During the first Democratic primary debate last week, former secretary of Housing and Urban Development Julián Castro succeeded in creating the viral moment that all second-tier candidates hope for when he challenged all of his opponents to support the decriminalization of illegal border crossings.
Castro, having deftly identified the separation of migrant families as the issue that has most exercised the Democratic base, stormed into his first debate performance with a ready-made solution: repeal section 1325 of the Immigration and Naturalization Act, which makes “improper entry” into the U.S. a federal misdemeanor punishable by up to six months in jail, thereby ensuring that no migrants would be detained unless they’d committed another, ostensibly more serious offense.
“The reason that they’re separating these little children from their families is they’re using Section 1325 . . . to incarcerate the parents and then separate them,” Castro said to applause.
Fellow Texan Beto O’Rourke, himself a vocal proponent of more permissive immigration policy, demurred when challenged by Castro to endorse the proposal. But all other candidates on the stage Wednesday night — and eight out of ten candidates the following the night — raised their hand when asked if they supported Castro’s plan, which he first rolled out in May as part of a broader immigration platform.
O’Rourke’s central objection to Castro’s proposal was that it would make it more difficult to detain human and drug traffickers apprehended crossing the border — an argument Castro immediately dismissed on the grounds that existing laws criminalizing those acts obviate the need for section 1325. But Castro’s retort fails to recognize that Section 1325 is currently being used primarily as a backstop to detain the very migrants he claims he still wants to stop: those who are suspected of trafficking or other serious crimes.
“This is the Capone method. You don’t get them where you want them, you get them where you got them,” says one immigration-policy expert familiar with how 1325 is currently used. “If we catch a smuggler, I’ve got him dead to rights on 1325. I can then hold him for his trial.” Detention would be otherwise out of the question, since most traffickers are savvy enough to avoid being apprehended in the act.
We are told that Castro’s proposal should not be confused with a call for open borders, which, according to Castro and his supportive rivals, is simply a “right-wing talking point.” Illegal immigrants who commit serious crimes can still be deported through civil courts, as they are currently, Castro asserted during the debate. On Tuesday, Senator Cory Booker of New Jersey, who raised his hand in support of Castro’s proposal, usefully released his own immigration plan, in which he stops short of calling for decriminalization but instead vows to “deprioritize” the prosecution of illegal border crossers.
Booker ignores that we already “deprioritize” those prosecutions. In fact, only around 10 percent of migrants caught crossing the border illegally this year, the minority whom Border Patrol agents feel most strongly about barring from the country, have been prosecuted under 1325. (Some unknown number of migrants have also been removed from the country under threat of 1325 prosecution without actually being prosecuted.)
To deprive Immigration and Customs Enforcement (ICE) of a tool used to detain and ultimately remove criminals at a time when the system is on the verge of total collapse owing to the influx of innocent migrants would be absurd. And it is not even remotely clear that repealing 1325 is the most effective way to end the tragic family separations. In fact, no less a voice than President Obama’s former assistant secretary of the Department of Homeland Security has pointed out that a creative administration intent on separating families could easily produce a different justification for its actions if 1325 were repealed.
“The administration began by separating families under 1325 a year ago, but it now defends its separations as a way to protect kids.
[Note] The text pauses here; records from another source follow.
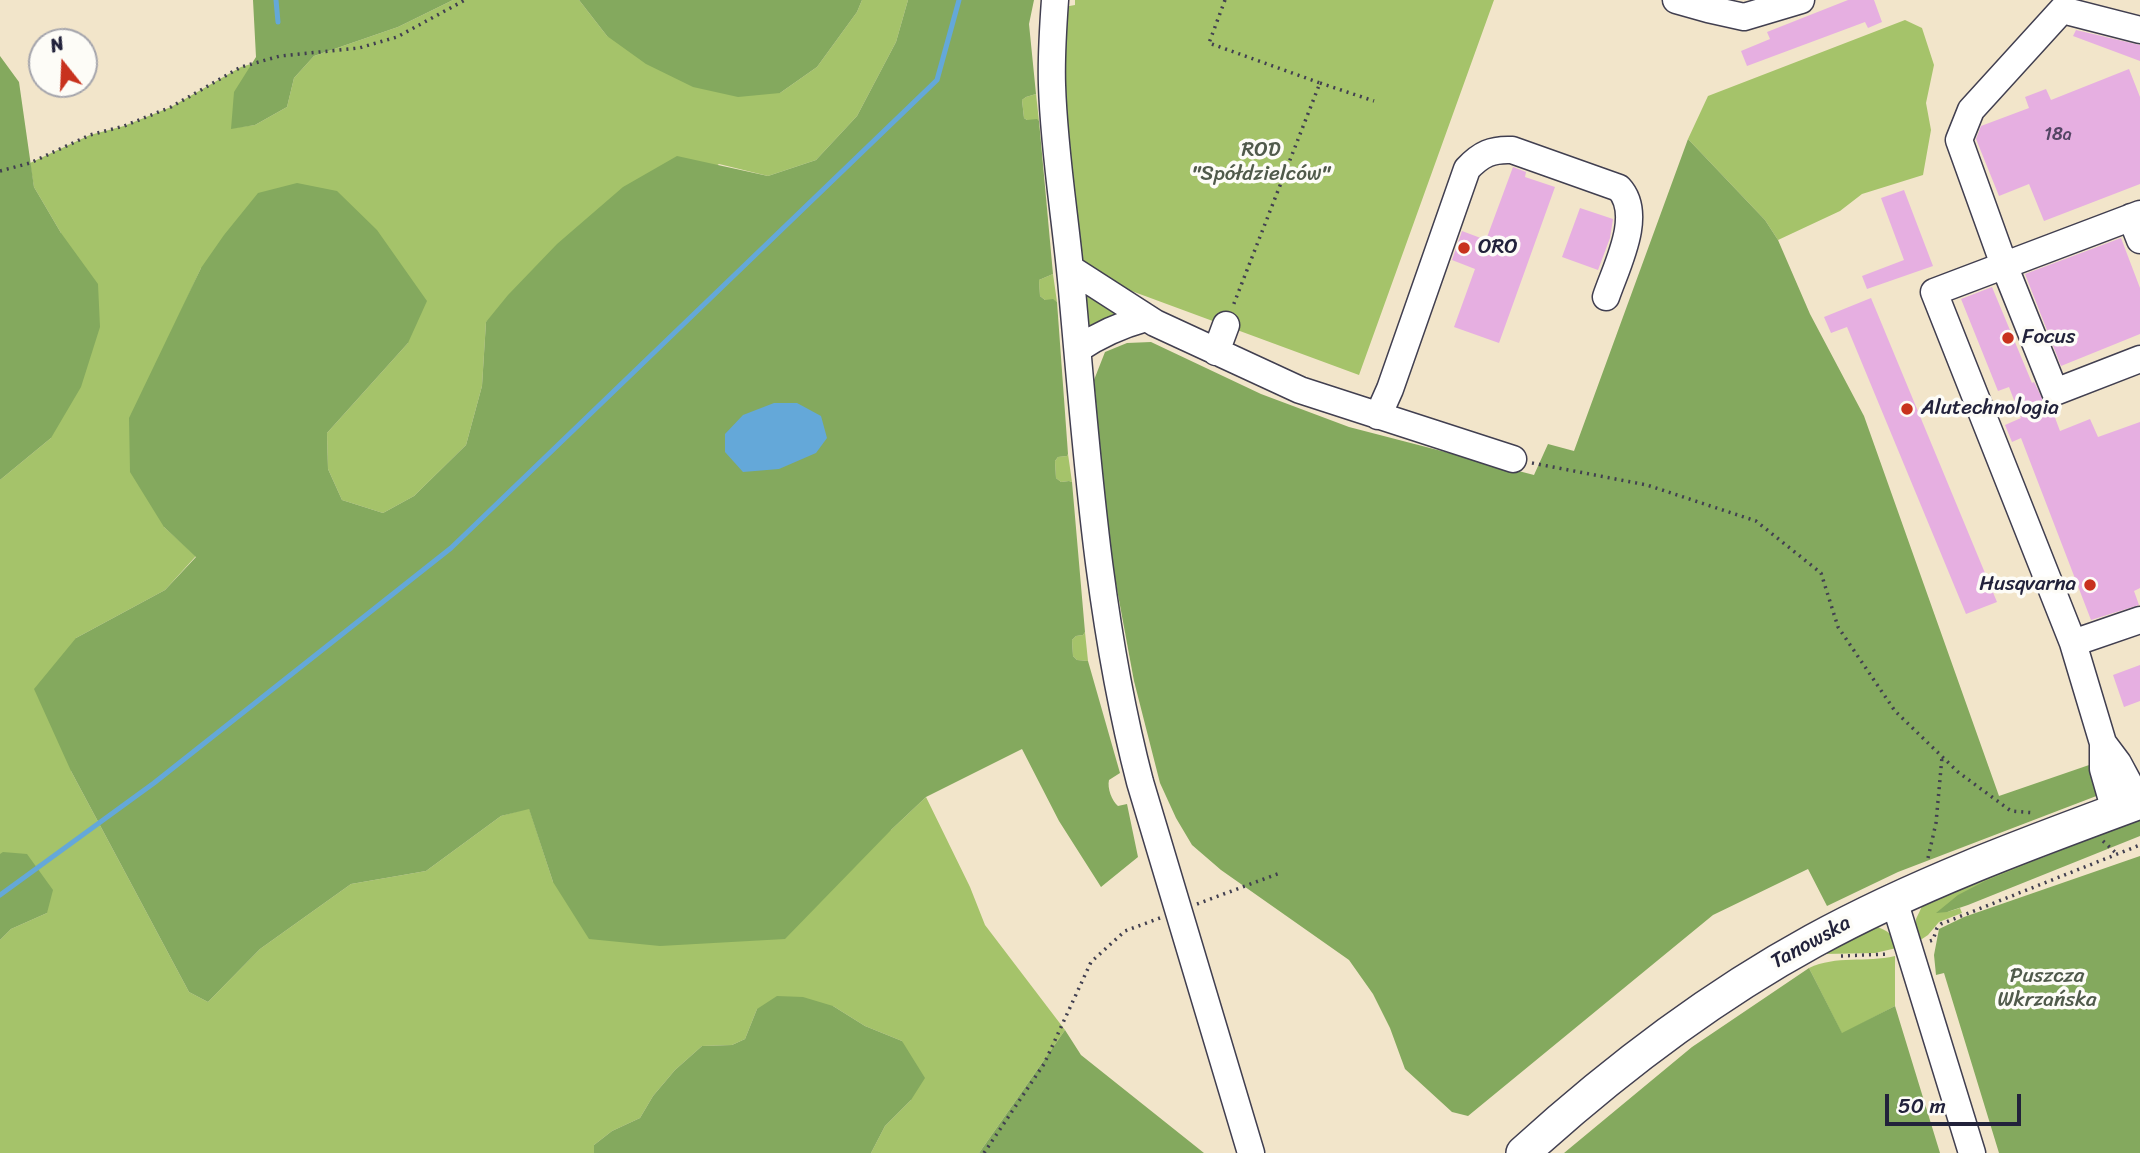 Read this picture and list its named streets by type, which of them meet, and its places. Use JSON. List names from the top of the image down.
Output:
{
  "streets": {
    "main road": ["Tanowska"]
  },
  "parks": ["ROD \"Spółdzielców\"", "Puszcza Wkrzańska"],
  "places": [
    "ORO",
    "Focus",
    "Alutechnologia",
    "Husqvarna"
  ],
  "house_numbers": ["18a"],
  "scale_bar": "50 m",
  "north": "top"
}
Ironic, yes, but also proof that repealing 1325 won’t stop an administration such as Trump’s from breaking up families. It also means that even if 1325 remains on the books, a future president will be free to end family separation,” the former assistant secretary, Juliette Kayyem, wrote in an op-ed published Tuesday.
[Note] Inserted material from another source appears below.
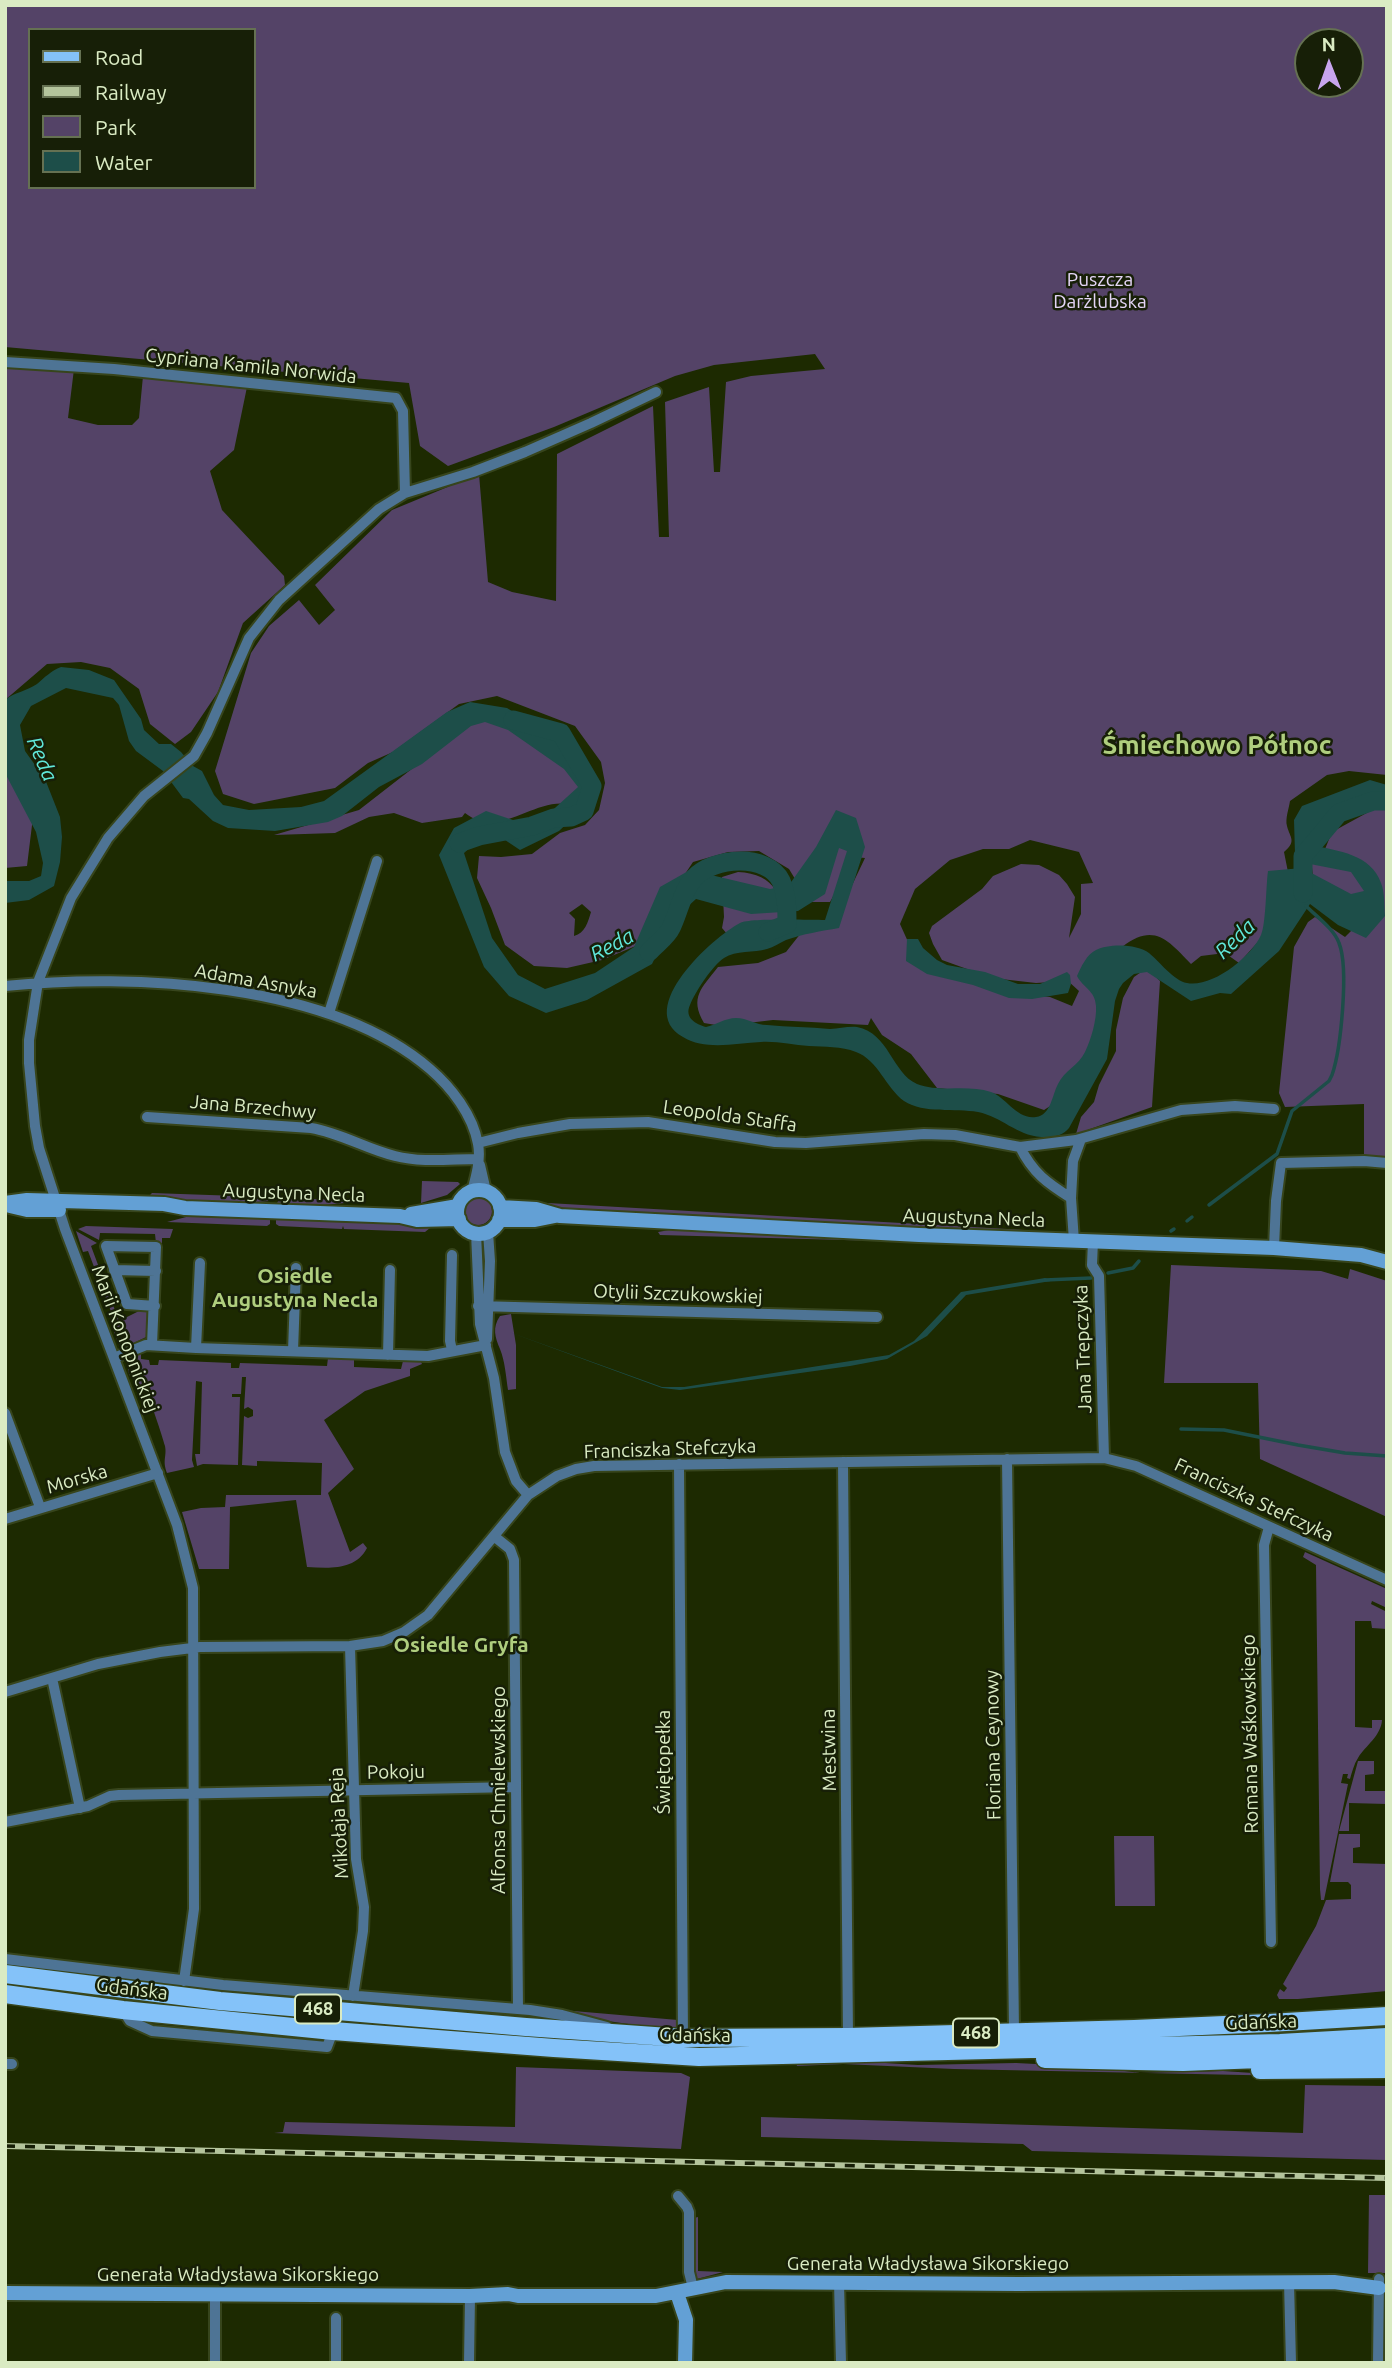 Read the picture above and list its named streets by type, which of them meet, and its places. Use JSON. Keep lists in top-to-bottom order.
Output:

Jessica Vaughn of the Center for Immigration Studies argues that the problem is not Section 1325 itself but how it has been wielded. She tells National Review that rather than repealing the statute — which would invite all manner of consequences, including legalizing marriage visa fraud — the administration could avoid separating families by simply overriding the 1997 Flores consent decree, which limits to just 20 days the amount of time that minors can be held in federal custody. Without the 20-day limit, families could be held together while their asylum claims were being adjudicated.
“The way to ensure that families stay together is not to change the law,” Vaughn says. “It’s not like Section 1325 was responsible for family separation; it’s just the section of law they were using. And they only did that because they couldn’t get the Flores decision overturned quickly.”
She adds that since Congress appears unwilling or unable to provide a legislative fix, the Department of Homeland Security is currently at work on an administrative rule change that would supersede Flores.
Prospective migrants are remarkably responsive to changes in U.S. immigration policy. In recent months, migrants have arrived at the border in numbers not seen for over a decade, overwhelming our immigration system. They came secure in the knowledge that they would be admitted to the country while awaiting an asylum hearing that they may or may not ever show up for. If Castro or one of the other Democrats who backs his plan wins the White House and successfully eliminates the possibility of detention, it could introduce a new, even larger wave of migrants to a system already past its breaking point.